2020 Fiscal Year Research-status Report
乳がん幹細胞の可塑性における 抑制型Smadの機能解析
Project/Area Number |
20K07562
|
Research Institution | The University of Tokyo |
Principal Investigator |
赤木 蓉子 (勝野蓉子) 東京大学, 大学院医学系研究科(医学部), 客員研究員 (70771004)
|
Project Period (FY) |
2020-04-01 – 2023-03-31
|
Keywords | 上皮間葉移行 / TGF-beta / 転写制御 / がん幹細胞 |
Outline of Annual Research Achievements |
TGF-βは、がん細胞の可塑性に関わる上皮間葉移行 (EMT) を誘導し、がん細胞の多様性や悪性化に重要な役割を持つ。我々は、これまでの研究で乳がん細胞においてTGF-βの刺激時間の差によって異なったEMTの状態を誘導し、それぞれのEMTの状態ががんの悪性化の異なったステップに寄与することを明らかにしている。本年度は、このシステムを用いてTGF-βに誘導されるEMTの過程で起こる転写の調節メカニズムを解析した。特に、Smad依存的な転写制御を調整し、転写の活性と抑制のバランスを決める分子メカニズムの解明のため、抑制型SmadであるSmad6とSmad7の役割の解析を進めた。モデルシステムとした乳がん細胞において、Smad6やSmad7の発現量を変えたいくつかの過剰発現細胞株を作成した。これらの細胞株においてTGF-βに誘導されるEMT の状態を比較し、Smad6やSmad7の発現量によりEMTやEMTに関連する形質、EMT関連遺伝子の発現が変化することを明らかにし、このことからSmad6やSmad7の発現量がEMTの調節において重要であることが示唆された。また、TGF-β応答性の正常細胞株を用いたin vitroの実験により、既に報告があるいくつかのTGF-β標的遺伝子をモデルとしてSmad6やSmad7による転写調節の分子メカニズムの解析を進めた。共免疫沈降アッセイやクロマチン免疫沈降 (ChIP) アッセイを用いてDNA配列上におけるSmad6やSmad7とR-Smad、転写共役因子との結合を調べ、Smad6やSmad7がDNA上でR-Smadに結合して直接転写を制御する可能性があることを明らかにした。
|
Current Status of Research Progress |
Current Status of Research Progress
3: Progress in research has been slightly delayed.
Reason
本年度は、新型コロナウィルス感染症流行の影響により、研究活動が制限され、新しい実験を開始できない期間があったため、当初予定していた通りに実験を進めていくことが困難であった。
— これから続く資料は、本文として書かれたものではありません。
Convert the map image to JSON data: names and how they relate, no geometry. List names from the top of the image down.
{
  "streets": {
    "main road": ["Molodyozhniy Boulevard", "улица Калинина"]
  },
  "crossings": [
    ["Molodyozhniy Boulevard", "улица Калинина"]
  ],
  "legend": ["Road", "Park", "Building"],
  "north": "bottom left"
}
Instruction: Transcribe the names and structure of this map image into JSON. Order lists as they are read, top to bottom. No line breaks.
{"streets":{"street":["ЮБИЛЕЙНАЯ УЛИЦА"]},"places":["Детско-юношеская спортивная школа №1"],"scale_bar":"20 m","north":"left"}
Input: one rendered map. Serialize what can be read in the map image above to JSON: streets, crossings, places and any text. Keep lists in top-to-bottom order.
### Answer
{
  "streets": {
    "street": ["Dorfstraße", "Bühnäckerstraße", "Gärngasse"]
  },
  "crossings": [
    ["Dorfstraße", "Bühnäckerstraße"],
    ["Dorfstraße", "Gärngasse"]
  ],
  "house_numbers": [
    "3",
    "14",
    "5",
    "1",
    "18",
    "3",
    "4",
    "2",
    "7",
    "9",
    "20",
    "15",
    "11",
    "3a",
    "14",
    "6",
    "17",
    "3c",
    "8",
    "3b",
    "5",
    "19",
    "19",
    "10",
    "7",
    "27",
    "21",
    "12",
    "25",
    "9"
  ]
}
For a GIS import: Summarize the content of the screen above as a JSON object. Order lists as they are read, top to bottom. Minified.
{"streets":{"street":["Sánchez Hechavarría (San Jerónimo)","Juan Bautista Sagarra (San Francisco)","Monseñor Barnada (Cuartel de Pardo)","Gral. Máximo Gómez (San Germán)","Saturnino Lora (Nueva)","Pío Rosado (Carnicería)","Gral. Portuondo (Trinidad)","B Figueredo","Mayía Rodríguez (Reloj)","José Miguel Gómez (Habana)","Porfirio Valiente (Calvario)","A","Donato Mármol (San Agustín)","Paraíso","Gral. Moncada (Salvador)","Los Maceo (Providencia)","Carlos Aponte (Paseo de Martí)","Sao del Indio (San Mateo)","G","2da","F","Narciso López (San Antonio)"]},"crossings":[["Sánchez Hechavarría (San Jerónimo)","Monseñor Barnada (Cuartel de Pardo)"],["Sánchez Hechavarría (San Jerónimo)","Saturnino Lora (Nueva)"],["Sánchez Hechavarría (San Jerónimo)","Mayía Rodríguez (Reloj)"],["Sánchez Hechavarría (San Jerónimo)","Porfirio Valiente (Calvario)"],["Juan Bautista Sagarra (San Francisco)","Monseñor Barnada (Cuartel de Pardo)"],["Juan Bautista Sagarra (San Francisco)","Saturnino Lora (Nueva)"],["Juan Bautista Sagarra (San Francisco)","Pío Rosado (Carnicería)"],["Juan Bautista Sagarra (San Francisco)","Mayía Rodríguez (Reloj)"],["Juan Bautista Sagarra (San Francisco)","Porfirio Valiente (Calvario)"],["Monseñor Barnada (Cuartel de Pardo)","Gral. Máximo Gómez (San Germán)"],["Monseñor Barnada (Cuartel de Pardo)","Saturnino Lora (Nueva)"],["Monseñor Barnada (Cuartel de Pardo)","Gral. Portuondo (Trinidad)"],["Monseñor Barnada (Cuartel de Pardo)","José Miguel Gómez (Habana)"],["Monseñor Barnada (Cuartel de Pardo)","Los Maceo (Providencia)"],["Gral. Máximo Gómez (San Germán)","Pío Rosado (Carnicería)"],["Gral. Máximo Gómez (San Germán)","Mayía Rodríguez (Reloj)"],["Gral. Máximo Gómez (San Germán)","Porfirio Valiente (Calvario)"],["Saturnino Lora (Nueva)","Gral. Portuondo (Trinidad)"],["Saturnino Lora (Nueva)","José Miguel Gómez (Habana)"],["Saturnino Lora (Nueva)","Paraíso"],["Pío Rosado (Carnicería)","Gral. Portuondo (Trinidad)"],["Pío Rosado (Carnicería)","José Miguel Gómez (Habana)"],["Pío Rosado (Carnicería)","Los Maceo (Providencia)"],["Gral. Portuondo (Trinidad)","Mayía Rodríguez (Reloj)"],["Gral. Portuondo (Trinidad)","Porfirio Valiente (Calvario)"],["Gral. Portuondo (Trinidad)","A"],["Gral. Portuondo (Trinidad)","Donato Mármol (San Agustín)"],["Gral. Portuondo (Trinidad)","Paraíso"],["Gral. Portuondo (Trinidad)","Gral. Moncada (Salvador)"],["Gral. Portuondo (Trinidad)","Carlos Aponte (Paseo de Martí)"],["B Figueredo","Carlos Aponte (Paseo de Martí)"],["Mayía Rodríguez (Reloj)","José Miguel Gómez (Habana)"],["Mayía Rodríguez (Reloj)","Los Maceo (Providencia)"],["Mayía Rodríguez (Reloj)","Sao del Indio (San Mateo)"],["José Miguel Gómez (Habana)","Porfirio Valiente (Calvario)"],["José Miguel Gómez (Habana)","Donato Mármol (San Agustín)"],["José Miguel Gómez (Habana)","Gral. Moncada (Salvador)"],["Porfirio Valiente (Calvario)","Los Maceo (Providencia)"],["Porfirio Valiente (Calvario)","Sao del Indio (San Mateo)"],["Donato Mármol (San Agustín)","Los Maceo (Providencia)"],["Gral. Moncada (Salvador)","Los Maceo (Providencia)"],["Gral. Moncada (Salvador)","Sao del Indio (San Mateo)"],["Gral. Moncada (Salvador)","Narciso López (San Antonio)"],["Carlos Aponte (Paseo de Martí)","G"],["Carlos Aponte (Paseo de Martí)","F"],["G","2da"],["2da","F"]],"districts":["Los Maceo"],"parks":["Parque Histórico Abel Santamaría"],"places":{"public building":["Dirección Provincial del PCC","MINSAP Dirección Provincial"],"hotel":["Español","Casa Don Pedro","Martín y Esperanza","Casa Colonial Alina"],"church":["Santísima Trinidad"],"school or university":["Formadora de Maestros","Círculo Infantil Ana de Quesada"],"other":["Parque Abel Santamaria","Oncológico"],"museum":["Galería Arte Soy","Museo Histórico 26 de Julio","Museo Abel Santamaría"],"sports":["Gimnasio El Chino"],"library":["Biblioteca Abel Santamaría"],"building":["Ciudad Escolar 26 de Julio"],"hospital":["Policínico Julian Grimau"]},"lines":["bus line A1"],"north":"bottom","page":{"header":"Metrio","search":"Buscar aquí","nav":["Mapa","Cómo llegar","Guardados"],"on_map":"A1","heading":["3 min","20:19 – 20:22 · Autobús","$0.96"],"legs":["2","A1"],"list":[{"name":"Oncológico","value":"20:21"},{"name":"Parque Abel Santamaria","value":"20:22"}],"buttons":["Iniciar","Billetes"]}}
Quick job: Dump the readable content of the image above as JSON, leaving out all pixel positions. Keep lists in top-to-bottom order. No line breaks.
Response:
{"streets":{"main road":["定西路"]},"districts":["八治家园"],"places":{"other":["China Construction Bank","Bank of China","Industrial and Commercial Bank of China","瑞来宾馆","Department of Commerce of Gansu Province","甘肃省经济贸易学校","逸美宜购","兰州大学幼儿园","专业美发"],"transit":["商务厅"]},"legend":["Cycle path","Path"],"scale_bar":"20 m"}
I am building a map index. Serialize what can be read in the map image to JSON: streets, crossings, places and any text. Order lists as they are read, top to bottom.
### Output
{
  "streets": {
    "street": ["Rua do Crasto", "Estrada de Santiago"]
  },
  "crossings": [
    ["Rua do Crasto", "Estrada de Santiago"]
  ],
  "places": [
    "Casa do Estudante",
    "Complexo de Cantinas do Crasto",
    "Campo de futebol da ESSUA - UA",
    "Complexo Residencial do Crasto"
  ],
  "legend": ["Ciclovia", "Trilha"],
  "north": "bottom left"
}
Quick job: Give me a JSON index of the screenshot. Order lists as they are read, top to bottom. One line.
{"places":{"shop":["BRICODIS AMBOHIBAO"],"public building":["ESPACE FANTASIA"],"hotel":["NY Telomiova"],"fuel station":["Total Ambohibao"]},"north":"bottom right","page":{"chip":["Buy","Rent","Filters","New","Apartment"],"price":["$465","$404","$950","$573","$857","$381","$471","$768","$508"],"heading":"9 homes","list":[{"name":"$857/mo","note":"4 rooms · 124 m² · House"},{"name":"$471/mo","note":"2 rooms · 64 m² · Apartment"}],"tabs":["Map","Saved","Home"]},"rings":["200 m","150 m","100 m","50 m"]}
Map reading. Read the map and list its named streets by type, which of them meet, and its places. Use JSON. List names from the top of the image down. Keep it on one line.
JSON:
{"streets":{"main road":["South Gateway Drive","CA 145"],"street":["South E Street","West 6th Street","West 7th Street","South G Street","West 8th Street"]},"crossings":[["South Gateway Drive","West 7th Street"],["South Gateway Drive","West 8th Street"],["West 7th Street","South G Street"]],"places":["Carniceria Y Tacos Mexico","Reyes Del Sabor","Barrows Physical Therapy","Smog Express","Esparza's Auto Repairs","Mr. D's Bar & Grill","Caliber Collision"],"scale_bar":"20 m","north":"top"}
TGF-βによるEMT誘導の際、Smad6やSmad7によって転写抑制を受ける遺伝子群の同定のための実験を開始する時期が遅れたため、予定していた標的遺伝子の同定までは至らなかった。しかしながら、Smad6やSmad7の発現量の異なるいくつかの過剰発現株を作成し、これらの細胞株においてSmad6やSmad7の発現量によりEMT関連遺伝子の発現が変化することを明らかにし、予定していたSmad6、Smad7標的遺伝子同定のためのモデルシステムは確立できた。今後、このシステムを用いて解析を進めることが可能である。また、研究活動制限の解除後にSmad6やSmad7による転写調節の分子メカニズムの解析を一定程度進めることもできた。以上のことから、研究の進捗状況としては、予定よりはやや遅れているが、遅れの程度は小さく、来年度以降の研究により当初予定していた通り研究を遂行することが可能であり、研究の大幅な変更等が必要な状況ではないと考える。
|
Strategy for Future Research Activity |
本年度の研究で、乳がん細胞を用いてSmad6やSmad7の発現量の異なるいくつかの過剰発現株を作成し、これらの細胞株においてSmad6やSmad7の発現量によりTGF-βに誘導されるEMT に関連する形質、EMT関連遺伝子の発現が変化することを明らかにした。このSmad6、Smad7過剰発現細胞株を用いてTGF-β刺激を行った細胞と行っていない細胞の比較を行う。TGF-βによるEMT誘導の際Smad6やSmad7が転写調節部位に結合する遺伝子群を同定し、EMT誘導の過程における経時変化を調べる。さらに、同様の細胞での網羅的な遺伝子発現の解析結果と合わせて解析することで、Smad6、Smad7の転写調節部位への結合と遺伝子発現の変化との相関を明らかにする。以上の結果から、Smad6やSmad7によって転写調節を受け、TGF-βによるEMT誘導に重要な役割を持つと考えられる標的遺伝子群を同定する。さらに、同定したSmad6、Smad7標的遺伝子群のSmad6とSmad7による転写調節の分子メカニズムを解明する。この際、本年度行ったSmad6とSmad7によるTGF-β標的遺伝子の転写調節の分子メカニズムの解析結果を応用し、共免疫沈降アッセイやクロマチン免疫沈降 (ChIP) アッセイを用いてDNA配列上におけるSmad6やSmad7とR-Smad、転写共役因子との結合を調べる。さらに、これらのモデルシステムを用いてEMTに重要な標的遺伝子の転写制御におけるSmad6とSmad7のアルギニンメチル化の役割を明らかにする。本研究の遂行にあたっては、米国の共同研究者とemailやビデオ会議を通じて定期的に連絡を取り合っており、連携してデータの交換、ディスカッションを行い、研究を効率的に進めている
|
Causes of Carryover |
本年度行う予定だった実験の一部が新型コロナウィルス感染症の影響により当初予定より遅れて次年度実施予定になり、また、次年度行う分子メカニズムの解析には、培養細胞を用いた生化学実験を行う必要がある。これらの実験に用いるがん細胞株の培養、生化学、遺伝子工学実験試薬にかかる経費が必要であり、今年度分の一部を次年度使用額とした。